Defendants argue that Count IX must be dismissed because a claim for unjust enrichment cannot stand in the face of an express contract. The express contracts Defendants refer to are the limited partnership agreements. Plaintiffs are entitled to plead in the alternative, and Defendants have raised no other basis for dismissal of this count.
For all these reasons, Defendants' request for dismissal because Counts IV, V, VIII and IX fail to state a claim upon which relief can be granted will be denied.

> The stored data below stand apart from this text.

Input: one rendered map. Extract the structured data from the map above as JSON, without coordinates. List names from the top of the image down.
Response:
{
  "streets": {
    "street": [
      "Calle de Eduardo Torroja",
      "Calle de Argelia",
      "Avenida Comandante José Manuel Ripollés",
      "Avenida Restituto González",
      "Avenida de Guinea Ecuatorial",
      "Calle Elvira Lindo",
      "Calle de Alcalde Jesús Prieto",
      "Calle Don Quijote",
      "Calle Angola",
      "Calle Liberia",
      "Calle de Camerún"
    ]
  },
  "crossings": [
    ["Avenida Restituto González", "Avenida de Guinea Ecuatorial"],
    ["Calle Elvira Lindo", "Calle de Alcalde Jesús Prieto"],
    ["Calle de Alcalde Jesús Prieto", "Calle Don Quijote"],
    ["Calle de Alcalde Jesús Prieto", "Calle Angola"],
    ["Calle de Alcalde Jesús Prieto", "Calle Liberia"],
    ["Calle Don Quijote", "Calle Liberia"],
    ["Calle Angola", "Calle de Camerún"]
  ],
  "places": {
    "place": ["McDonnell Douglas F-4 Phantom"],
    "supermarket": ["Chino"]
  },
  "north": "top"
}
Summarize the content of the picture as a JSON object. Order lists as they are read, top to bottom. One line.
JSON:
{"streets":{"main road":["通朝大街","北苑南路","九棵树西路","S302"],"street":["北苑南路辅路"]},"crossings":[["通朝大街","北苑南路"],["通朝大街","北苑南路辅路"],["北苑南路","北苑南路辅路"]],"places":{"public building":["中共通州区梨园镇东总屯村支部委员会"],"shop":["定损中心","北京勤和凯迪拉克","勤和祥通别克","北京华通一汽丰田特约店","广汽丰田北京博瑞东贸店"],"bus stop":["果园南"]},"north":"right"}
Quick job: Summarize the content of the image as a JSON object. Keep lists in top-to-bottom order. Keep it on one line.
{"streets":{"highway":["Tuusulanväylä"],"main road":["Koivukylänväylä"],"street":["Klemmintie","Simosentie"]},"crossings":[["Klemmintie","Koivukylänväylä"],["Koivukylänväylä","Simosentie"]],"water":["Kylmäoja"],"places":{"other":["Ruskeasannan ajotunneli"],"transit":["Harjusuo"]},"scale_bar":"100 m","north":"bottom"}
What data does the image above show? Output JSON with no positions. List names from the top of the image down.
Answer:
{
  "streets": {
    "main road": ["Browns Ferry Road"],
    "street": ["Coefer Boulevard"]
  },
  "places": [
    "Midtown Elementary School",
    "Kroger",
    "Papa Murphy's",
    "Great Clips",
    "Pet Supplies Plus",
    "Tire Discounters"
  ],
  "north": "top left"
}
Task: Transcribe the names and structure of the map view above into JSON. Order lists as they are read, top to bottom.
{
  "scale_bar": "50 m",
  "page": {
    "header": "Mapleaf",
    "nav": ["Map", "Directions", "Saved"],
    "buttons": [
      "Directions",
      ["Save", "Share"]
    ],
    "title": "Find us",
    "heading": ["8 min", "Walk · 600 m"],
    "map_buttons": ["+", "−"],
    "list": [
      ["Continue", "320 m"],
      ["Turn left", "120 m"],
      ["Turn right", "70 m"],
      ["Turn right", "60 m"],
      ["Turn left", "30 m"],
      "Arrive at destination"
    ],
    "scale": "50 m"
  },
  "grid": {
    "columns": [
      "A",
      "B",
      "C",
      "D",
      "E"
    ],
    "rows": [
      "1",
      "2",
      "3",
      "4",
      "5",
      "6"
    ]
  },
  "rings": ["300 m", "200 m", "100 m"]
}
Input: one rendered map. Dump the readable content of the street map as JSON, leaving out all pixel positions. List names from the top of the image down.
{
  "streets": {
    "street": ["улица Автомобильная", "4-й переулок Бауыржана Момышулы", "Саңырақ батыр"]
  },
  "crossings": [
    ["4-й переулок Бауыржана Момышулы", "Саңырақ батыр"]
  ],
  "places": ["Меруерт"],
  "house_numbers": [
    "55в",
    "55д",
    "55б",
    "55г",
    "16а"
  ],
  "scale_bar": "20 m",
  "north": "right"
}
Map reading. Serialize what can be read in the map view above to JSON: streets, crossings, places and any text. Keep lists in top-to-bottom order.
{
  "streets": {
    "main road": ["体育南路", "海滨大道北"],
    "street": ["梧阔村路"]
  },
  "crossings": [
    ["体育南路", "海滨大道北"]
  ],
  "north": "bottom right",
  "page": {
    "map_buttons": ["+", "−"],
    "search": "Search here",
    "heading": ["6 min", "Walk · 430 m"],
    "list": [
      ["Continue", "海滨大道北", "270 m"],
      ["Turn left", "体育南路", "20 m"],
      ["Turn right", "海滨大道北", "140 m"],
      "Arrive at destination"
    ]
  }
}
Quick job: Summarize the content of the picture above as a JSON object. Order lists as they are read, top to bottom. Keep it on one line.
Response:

4. Judicial Estoppel. Defendants argue that the doctrine of judicial estoppel prevents Plaintiffs from taking a position in this lawsuit that is contrary to a position taken by Alpha Beta Capital Partners, L.P. in its case against Pursuit Investment Management LLC in Connecticut state court.209 Defendants state that Alpha Beta is in privity with Plaintiffs and thus I should attribute Alpha Beta's position in the Connecticut case to Plaintiffs' position here. Defendants urge that it is inconsistent for Alpha Beta to have taken the position that "no incentive fee should be paid with respect to the UBS settlement"210 in the Connecticut case while Plaintiffs argue here that Debtor "should have earned an incentive fee."211 Plaintiffs counter that the parties and facts in the Connecticut case are different than the parties and facts here such that judicial estoppel is inapplicable.212
The doctrine of judicial estoppel prevents "a litigant from asserting a position that is inconsistent with one he or she previously took before a court or agency."213 The application of judicial estoppel requires the following: (i) "the party to be estopped must have taken two positions that are irreconcilably inconsistent,"214 (ii) the party must have changed his position "`in bad faith—i.e., with intent to play fast and loose with the court'"215 and (iii) "no lesser sanction would adequately remedy. . . the litigant's misconduct."216 I will not apply judicial estoppel here. While Alpha Beta is one of the parties to the Agreement and has authorized Plaintiffs to bring the claims on their behalf,217 the claims asserted in this action belonged to Debtor, not to Alpha Beta. Debtor was not a party to the Connecticut Action218 and therefore made no representations in the Connecticut Action. Further, Defendants represent that the decision in the Connecticut Action is (i) based on agreements not involved in this matter and (ii) "the Connecticut Court's decision on those matters related to the relation between any of the Defendants and Alpha Beta is not relevant to the Complaint."219 Under these circumstances, I will not grant the Motion to Dismiss on judicial estoppel grounds.
Conclusion
An Order will enter consistent with the above rulings.